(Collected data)
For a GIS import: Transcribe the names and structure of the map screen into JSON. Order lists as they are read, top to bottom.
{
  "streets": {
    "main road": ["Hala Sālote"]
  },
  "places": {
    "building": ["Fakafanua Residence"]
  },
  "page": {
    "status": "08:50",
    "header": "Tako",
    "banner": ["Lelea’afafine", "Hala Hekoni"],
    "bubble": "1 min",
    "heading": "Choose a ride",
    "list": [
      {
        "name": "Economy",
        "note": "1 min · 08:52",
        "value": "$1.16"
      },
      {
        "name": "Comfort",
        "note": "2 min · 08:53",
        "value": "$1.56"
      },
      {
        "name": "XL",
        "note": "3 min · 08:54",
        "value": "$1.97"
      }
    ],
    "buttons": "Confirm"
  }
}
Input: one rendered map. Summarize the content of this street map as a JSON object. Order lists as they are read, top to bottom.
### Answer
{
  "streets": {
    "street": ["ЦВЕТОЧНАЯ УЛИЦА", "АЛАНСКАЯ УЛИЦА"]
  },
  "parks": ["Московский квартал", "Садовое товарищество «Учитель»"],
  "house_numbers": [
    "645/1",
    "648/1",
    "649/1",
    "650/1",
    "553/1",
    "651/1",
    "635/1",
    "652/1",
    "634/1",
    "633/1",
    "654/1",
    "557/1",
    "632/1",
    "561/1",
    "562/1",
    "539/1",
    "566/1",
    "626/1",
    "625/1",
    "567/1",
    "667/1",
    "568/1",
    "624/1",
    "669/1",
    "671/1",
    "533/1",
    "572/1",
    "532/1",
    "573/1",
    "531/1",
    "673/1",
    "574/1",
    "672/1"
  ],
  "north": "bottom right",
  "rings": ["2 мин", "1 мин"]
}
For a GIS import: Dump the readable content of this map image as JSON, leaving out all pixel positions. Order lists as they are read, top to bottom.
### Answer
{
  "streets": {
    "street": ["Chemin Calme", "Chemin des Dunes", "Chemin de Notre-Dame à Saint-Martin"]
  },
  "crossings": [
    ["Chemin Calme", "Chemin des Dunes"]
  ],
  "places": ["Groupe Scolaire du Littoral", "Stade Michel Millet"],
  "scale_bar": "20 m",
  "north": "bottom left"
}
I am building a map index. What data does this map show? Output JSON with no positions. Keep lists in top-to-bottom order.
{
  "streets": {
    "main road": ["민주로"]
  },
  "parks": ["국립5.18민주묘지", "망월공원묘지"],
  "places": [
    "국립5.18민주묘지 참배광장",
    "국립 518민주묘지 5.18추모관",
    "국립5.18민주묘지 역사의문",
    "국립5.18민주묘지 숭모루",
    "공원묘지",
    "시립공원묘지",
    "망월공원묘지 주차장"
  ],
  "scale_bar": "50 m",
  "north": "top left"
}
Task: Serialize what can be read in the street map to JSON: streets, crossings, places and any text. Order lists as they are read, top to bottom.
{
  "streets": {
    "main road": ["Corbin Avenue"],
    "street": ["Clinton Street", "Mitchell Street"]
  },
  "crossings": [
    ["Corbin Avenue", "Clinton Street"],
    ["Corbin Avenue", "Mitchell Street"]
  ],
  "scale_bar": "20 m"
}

Your objective —
Please copy the data in full, character for character.

Exercise response —
For a GIS import: Transcribe the names and structure of the map screen into JSON. Order lists as they are read, top to bottom.
{
  "streets": {
    "main road": ["Hala Sālote"]
  },
  "places": {
    "building": ["Fakafanua Residence"]
  },
  "page": {
    "status": "08:50",
    "header": "Tako",
    "banner": ["Lelea’afafine", "Hala Hekoni"],
    "bubble": "1 min",
    "heading": "Choose a ride",
    "list": [
      {
        "name": "Economy",
        "note": "1 min · 08:52",
        "value": "$1.16"
      },
      {
        "name": "Comfort",
        "note": "2 min · 08:53",
        "value": "$1.56"
      },
      {
        "name": "XL",
        "note": "3 min · 08:54",
        "value": "$1.97"
      }
    ],
    "buttons": "Confirm"
  }
}
Input: one rendered map. Summarize the content of this street map as a JSON object. Order lists as they are read, top to bottom.
### Answer
{
  "streets": {
    "street": ["ЦВЕТОЧНАЯ УЛИЦА", "АЛАНСКАЯ УЛИЦА"]
  },
  "parks": ["Московский квартал", "Садовое товарищество «Учитель»"],
  "house_numbers": [
    "645/1",
    "648/1",
    "649/1",
    "650/1",
    "553/1",
    "651/1",
    "635/1",
    "652/1",
    "634/1",
    "633/1",
    "654/1",
    "557/1",
    "632/1",
    "561/1",
    "562/1",
    "539/1",
    "566/1",
    "626/1",
    "625/1",
    "567/1",
    "667/1",
    "568/1",
    "624/1",
    "669/1",
    "671/1",
    "533/1",
    "572/1",
    "532/1",
    "573/1",
    "531/1",
    "673/1",
    "574/1",
    "672/1"
  ],
  "north": "bottom right",
  "rings": ["2 мин", "1 мин"]
}
For a GIS import: Dump the readable content of this map image as JSON, leaving out all pixel positions. Order lists as they are read, top to bottom.
### Answer
{
  "streets": {
    "street": ["Chemin Calme", "Chemin des Dunes", "Chemin de Notre-Dame à Saint-Martin"]
  },
  "crossings": [
    ["Chemin Calme", "Chemin des Dunes"]
  ],
  "places": ["Groupe Scolaire du Littoral", "Stade Michel Millet"],
  "scale_bar": "20 m",
  "north": "bottom left"
}
I am building a map index. What data does this map show? Output JSON with no positions. Keep lists in top-to-bottom order.
{
  "streets": {
    "main road": ["민주로"]
  },
  "parks": ["국립5.18민주묘지", "망월공원묘지"],
  "places": [
    "국립5.18민주묘지 참배광장",
    "국립 518민주묘지 5.18추모관",
    "국립5.18민주묘지 역사의문",
    "국립5.18민주묘지 숭모루",
    "공원묘지",
    "시립공원묘지",
    "망월공원묘지 주차장"
  ],
  "scale_bar": "50 m",
  "north": "top left"
}
Task: Serialize what can be read in the street map to JSON: streets, crossings, places and any text. Order lists as they are read, top to bottom.
{
  "streets": {
    "main road": ["Corbin Avenue"],
    "street": ["Clinton Street", "Mitchell Street"]
  },
  "crossings": [
    ["Corbin Avenue", "Clinton Street"],
    ["Corbin Avenue", "Mitchell Street"]
  ],
  "scale_bar": "20 m"
}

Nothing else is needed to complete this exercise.